From owner-freebsd-bugs  Thu Jul 13 23:21:24 1995
Return-Path: bugs-owner
Received: (from majordom@localhost)
          by freefall.cdrom.com (8.6.10/8.6.6) id XAA18558
          for bugs-outgoing; Thu, 13 Jul 1995 23:21:24 -0700
Received: from blob.best.net (blob.best.net [204.156.128.88])
          by freefall.cdrom.com (8.6.10/8.6.6) with ESMTP id XAA18552
          for <bugs@freebsd.org>; Thu, 13 Jul 1995 23:21:23 -0700
Received: (dillon@localhost) by blob.best.net (8.6.12/8.6.5) id XAA27589; Thu, 13 Jul 1995 23:21:21 -0700
Date: Thu, 13 Jul 1995 23:21:21 -0700
From: Matt Dillon <dillon@blob.best.net>
Message-Id: <199507140621.XAA27589@blob.best.net>
To: bugs@freebsd.org
Subject: Another clue. (ufslk2/newbuf deadlock crash)
Sender: bugs-owner@freebsd.org
Precedence: bulk

    Ooops, I meant to send this to bugs@freebsd.org so everyone would see it.
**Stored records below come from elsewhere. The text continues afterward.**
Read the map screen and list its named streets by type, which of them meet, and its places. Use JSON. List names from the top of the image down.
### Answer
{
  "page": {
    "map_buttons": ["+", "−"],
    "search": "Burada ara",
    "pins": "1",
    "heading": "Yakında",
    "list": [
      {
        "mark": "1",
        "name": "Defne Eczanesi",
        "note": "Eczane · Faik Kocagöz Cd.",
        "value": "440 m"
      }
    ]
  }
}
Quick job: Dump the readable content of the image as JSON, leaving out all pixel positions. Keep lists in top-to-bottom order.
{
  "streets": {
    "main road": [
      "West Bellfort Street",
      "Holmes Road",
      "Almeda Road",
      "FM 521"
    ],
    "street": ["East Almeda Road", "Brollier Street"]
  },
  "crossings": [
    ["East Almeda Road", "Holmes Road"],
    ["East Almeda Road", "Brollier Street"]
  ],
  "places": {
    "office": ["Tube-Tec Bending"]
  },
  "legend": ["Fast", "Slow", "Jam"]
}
    This is another addendum to my ufslk2/newbuf deadlock / crashing bug report.
    To recap: the machine locks up with nearly all the processes stuck in either
    newbuf or ufslk2 sleeps.  It is a heavily loaded pentium, 130+ users
    online, 128MB of ram, NCR scsi, around 12G of disk.  NFS is used heavily as
    well (mainly it is as an NFS client).
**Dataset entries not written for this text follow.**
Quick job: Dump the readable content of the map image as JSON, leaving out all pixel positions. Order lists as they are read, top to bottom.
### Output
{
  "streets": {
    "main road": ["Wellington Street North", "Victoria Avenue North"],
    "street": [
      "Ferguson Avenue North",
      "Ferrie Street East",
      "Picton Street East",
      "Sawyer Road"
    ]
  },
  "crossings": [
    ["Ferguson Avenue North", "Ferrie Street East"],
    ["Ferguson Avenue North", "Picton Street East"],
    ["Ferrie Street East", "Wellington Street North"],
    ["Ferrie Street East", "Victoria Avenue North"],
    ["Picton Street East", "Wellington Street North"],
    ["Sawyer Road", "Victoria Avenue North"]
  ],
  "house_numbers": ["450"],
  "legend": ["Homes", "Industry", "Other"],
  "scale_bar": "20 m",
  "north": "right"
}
    The buffer code (kern/vfs_bio.c) seems to skip the EMPTY queue if it thinks
    too much space is in use... but then it may wind up sleeping on
    needsbuffer.  Could this be why it seems to 'run out of buffers' and
    then deadlock?

    I wrote a little program to count the buf's on each of the queues and came
    up with:

    shell1:/home/dillon# /tmp/bq
    none 0
    lock 0
    lru  229
    vmio 0
    age  0
    empt 825

    By the numbers, it seems a definite possibility.  I also did a gdb -k kernel /dev/mem
    and printed out 'bufspace' and 'maxbufspace':

    (kgdb) print bufspace
    $1 = 8702976
    (kgdb) print maxbufspace
    $2 = 8699904
    (kgdb) print nbuf
    $1 = 1054

    maxbufspace > bufspace seems a perpetual condition (this is on a machine with 128MB
    of ram).  I do not quite understand how 'bufspace' can be so large when only
    229 buffers (800K) is in use unless the clustering is somehow eating up the space
    (128 buffers x maxclustersize ?? it gets a bit confused here).

    It would seem that increasing nbuf will not help though, since there are plenty of
    empty buffers.

    I guess my question is: Am I barking up the wrong tree or can heavy usage cause the
    cascade lockup using the above scenario?

					-Matt